Centris, a new tool developed by a global team of researchers from Korea University and the Georgia Institute of Technology, is designed to make the reuse of open source software components more manageable and secure.
Centris uses a novel approach to track open source components in software projects, even when the integration is partial and under a modified structure. It has already managed to root out old vulnerabilities in hundreds of GitHub projects, the developers say.
The DevSecOps-friendly tool was introduced in a paper on the arXiv preprint server earlier this month and will be presented at the International Conference on Software Engineering (ICSE) conference later this year.
The challenges of managing open source software
The reuse of open source software (OSS) has many advantages, including slashing the time of software development and opening applications up to public scrutiny, which can help improve security.
OSS reuse, however, does have its own challenges, especially when components are not used in their original form.
Many programs integrate part of an OSS project or use OSS components in a nested format, where one component contains part of another open source project.
To further add to the complication, some developers change the file name and hierarchy of the open source projects they integrate into their code. All this makes it hard to keep track of changes in OSS components.
“We discovered that modified OSS reuse accounts for 95% of the total OSS reuse in the popular OSS ecosystem,” Seunghoon Woo, lead author of the Centris paper, told The Daily Swig.
Traditional tools used for managing OSS elements in software projects generally miss modified components because they assume the code is being used in its original form. Other tools that use code cloning detection techniques, however, generate too many false positives.
“Approaches that considered only unmodified OSS components resulted in missing many modified components (i.e., low recall), or misinterpreted that an OSS, which was actually not reused, was a component (i.e., low precision),” Woo said.
Open source security issues
Losing track of OSS dependencies can quickly become a serious security problem. When a vulnerability crops up in an untracked OSS component it tends to remain in an application for a long time.
For instance, the researchers found that Godot Engine, a GitHub project with more than 36,000 stars, was reusing a single file from an open source JPEG-compressor that had a vulnerability with a 7.8 CVSS score dating back to 2017.
According to the researchers, the exploit “could be reproduced by simply uploading a malicious image file to the Godot project”. And since Godot was using a single file from the JPEG-compressor project, OSS dependency trackers didn’t spot the dependency and vulnerability.

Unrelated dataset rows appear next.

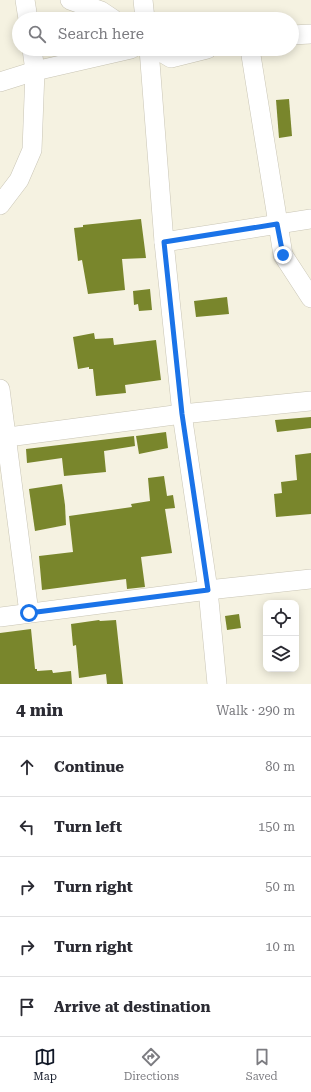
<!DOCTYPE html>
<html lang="en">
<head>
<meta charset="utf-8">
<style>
	:root { --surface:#fff; --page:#f2f2f3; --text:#2b2b33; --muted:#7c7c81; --line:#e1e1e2; --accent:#111827 }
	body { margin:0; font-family:"Roboto Serif",serif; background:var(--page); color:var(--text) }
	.controls { position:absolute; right:12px; bottom:12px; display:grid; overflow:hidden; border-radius:8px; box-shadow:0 2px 10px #0003 }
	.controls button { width:36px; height:36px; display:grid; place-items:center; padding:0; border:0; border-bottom:1px solid var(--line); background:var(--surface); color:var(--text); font:20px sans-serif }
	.stop { position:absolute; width:12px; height:12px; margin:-9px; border:3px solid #1a73e8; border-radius:50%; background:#fff }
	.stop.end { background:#1a73e8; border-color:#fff; box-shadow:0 1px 4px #0008 }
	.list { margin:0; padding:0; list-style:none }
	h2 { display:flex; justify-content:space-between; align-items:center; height:52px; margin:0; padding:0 16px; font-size:17px }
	h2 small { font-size:13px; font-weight:400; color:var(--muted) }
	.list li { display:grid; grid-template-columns:26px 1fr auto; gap:12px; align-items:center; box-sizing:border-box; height:60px; padding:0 16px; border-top:1px solid var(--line) }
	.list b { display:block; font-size:15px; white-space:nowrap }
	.list em { font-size:13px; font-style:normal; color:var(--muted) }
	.icon { flex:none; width:22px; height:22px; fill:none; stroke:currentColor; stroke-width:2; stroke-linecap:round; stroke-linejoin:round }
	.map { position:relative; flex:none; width:311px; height:684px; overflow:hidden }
	.search { position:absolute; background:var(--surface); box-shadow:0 2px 10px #0003; left:12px; right:12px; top:12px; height:44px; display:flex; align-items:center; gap:10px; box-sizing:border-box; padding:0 14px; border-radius:22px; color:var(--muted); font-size:15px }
	.sheet { height:352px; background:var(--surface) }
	nav { display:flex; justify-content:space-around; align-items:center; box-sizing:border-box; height:56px; border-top:1px solid var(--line); background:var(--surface); font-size:11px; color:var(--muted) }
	nav a { display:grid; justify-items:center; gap:2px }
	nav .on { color:var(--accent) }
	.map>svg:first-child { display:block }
	.building { fill:#79862c }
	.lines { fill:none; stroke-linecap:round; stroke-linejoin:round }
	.minor-casing { stroke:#c9c5b5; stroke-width:20 }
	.minor { stroke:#fff; stroke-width:19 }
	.route { stroke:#1a73e8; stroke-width:5 }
</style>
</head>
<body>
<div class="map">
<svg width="311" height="684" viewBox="0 0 311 684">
	<rect width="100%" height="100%" fill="#f5f2e1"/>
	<!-- building -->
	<g class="building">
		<path d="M 289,99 L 292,136 L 279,138 L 276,100 Z"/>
		<path d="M 141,219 L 146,258 L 122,259 L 125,290 L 88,294 L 82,260 L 78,261 L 74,228 L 83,227 L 83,225 Z"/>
		<path d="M 150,289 L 152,310 L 139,311 L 138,304 L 134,305 L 133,291 Z"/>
		<path d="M 227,297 L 229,314 L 196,317 L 194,301 Z"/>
		<path d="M 94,333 L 95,339 L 113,338 L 114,345 L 156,340 L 161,380 L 125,385 L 126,393 L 96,396 L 93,369 L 89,369 L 89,367 L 78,369 L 73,337 Z"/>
		<path d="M 311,417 L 311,428 L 277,432 L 275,420 Z"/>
		<path d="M 166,432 L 168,448 L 139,454 L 136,436 Z"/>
		<path d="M 134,436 L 135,446 L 104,451 L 106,472 L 64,476 L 62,458 L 27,463 L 26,449 Z"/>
		<path d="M 311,453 L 311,514 L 276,517 L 274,494 L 282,493 L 281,482 L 297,480 L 295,455 Z"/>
		<path d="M 164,476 L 167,496 L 173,495 L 175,508 L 165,509 L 172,553 L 141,557 L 145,587 L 127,589 L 126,579 L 42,590 L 39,556 L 73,552 L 69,516 L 132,507 L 131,504 L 150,501 L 148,478 Z"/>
		<path d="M 62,484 L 65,505 L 66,525 L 35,531 L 29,489 Z"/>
		<path d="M 239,614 L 241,628 L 227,630 L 225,616 Z"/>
		<path d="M 99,620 L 100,621 L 116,620 L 123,684 L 107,684 L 106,674 L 79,678 L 76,645 L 73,646 L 71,624 Z"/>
		<path d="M 31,629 L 35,669 L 37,669 L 37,671 L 52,670 L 53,673 L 71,671 L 72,684 L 0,684 L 0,633 Z"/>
	</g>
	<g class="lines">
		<defs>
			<g id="minor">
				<path d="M 25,0 L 28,19"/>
				<path d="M 70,0 L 101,11 L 113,19"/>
				<path d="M 143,0 L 145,19"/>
				<path d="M 292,35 L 311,34"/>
				<path d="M 149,49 L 164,242 L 182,414 L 208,590 L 217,684"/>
				<path d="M 156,49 L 171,58 L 207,49"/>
				<path d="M 250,49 L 283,255 L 311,298"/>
				<path d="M 0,82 L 35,71 L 131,49"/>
				<path d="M 0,205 L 19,180 L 32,150 L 35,71 L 32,49"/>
				<path d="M 164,242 L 311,219"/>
				<path d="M 0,389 L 29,613"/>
				<path d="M 0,438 L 182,414 L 311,401"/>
				<path d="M 0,617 L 208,590 L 311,579"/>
			</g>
		</defs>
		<!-- minor casing -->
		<use href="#minor" class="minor-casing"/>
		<!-- minor -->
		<use href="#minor" class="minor"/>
	</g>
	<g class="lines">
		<!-- route -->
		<path class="route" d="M 29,613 L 208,590 L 182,414 L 164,242 L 277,224 L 283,255"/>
	</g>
</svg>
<div class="controls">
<button><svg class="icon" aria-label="locate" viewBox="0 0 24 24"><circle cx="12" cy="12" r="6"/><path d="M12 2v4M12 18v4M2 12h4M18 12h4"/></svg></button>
<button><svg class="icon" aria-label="layers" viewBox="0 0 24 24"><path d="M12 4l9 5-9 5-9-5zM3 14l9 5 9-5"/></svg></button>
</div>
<div class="stop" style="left:29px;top:613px"></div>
<div class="stop end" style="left:283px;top:255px"></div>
<div class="search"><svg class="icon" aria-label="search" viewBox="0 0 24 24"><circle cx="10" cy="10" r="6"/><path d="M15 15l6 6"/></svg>Search here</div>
</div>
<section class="sheet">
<h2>4 min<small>Walk · 290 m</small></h2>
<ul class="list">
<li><svg class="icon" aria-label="ahead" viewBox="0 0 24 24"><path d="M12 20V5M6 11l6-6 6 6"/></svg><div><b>Continue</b></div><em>80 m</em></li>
<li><svg class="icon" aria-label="left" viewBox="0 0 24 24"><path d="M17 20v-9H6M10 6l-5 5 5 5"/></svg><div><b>Turn left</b></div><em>150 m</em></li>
<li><svg class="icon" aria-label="right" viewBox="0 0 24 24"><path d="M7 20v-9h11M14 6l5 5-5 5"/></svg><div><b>Turn right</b></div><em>50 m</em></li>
<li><svg class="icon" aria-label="right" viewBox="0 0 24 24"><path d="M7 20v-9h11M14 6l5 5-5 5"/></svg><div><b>Turn right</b></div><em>10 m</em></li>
<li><svg class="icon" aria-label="arrive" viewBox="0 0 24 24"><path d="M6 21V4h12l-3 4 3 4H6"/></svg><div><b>Arrive at destination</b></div></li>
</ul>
</section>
<nav>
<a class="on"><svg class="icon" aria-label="map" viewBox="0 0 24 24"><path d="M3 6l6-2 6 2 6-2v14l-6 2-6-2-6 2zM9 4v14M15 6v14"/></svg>Map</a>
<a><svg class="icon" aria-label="directions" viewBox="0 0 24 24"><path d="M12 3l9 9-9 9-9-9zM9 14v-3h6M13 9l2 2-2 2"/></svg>Directions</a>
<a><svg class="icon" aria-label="saved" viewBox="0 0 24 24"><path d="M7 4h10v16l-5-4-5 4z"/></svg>Saved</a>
</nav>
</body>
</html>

“As another example, NMAP reused PCRE with modification, and this modified PCRE has not been properly managed and updated for over 10 years,” Woo said.
Centris: A new way to detect OSS modification
Centris has a component database, which is composed of functions extracted from more than 10,000 GitHub repositories and spanning more than 80 billion lines of code.
All versions of the projects are processed and distilled to eliminate redundancies and minimize the required space to store the functions.
Centris uses this database to spot reused OSS functions and their respective versions in target projects. This granular approach allows Centris to identify OSS components in software projects regardless of whether all or parts of the codebase are reused.
According to the researchers, Centris can identify reused OSS components with 91% precision and 94% recall, even when modified OSS reuse is prominent.
Centris aims to help solve the ‘dependency problem’ by detecting reused open source components
“Centris discovered that 572 OSS projects contain at least one other vulnerable OSS component. Among them, 27 OSS projects are still reusing the vulnerable OSS in their latest version,” the researchers wrote in their paper.
Improving vulnerability detection
Woo told The Daily Swig that Centris can be an effective solution to vulnerability propagation and license violation.
It can also help the mitigation of software supply chain attacks, in which hackers spread malicious payloads through legitimate software distribution channels.
For instance, if attackers manage to upload malicious code into an OSS repository, the vulnerability will be propagated to all software projects that depend on it.
If developers clearly identify and manage the components being reused in their software, a goal that Centris pursues, they will be able to cope with supply chain attacks much faster and more efficiently, Woo says.
Doubling down
In the future, the researchers are considering adding more security features to Centris. “We are considering a way to provide alerts when a new vulnerability is detected (this can be checked through crawling public vulnerability database information) in components identified by Centris,” Woo says.
The researchers also plan to combine Centris with VUDDY, another vulnerable code detection method they developed in 2017. This will enable developers to resolve vulnerability propagation problems more efficiently, Woo says.
Finally, the researchers are planning to integrate Centris with a soon-to-launch vulnerability detection platform.
“We plan to provide a public open web service of Centris for free in an automated vulnerability analysis platform soon, so that anyone can identify the components in their software freely to eliminate the potential threats before using open-source software,” Woo says.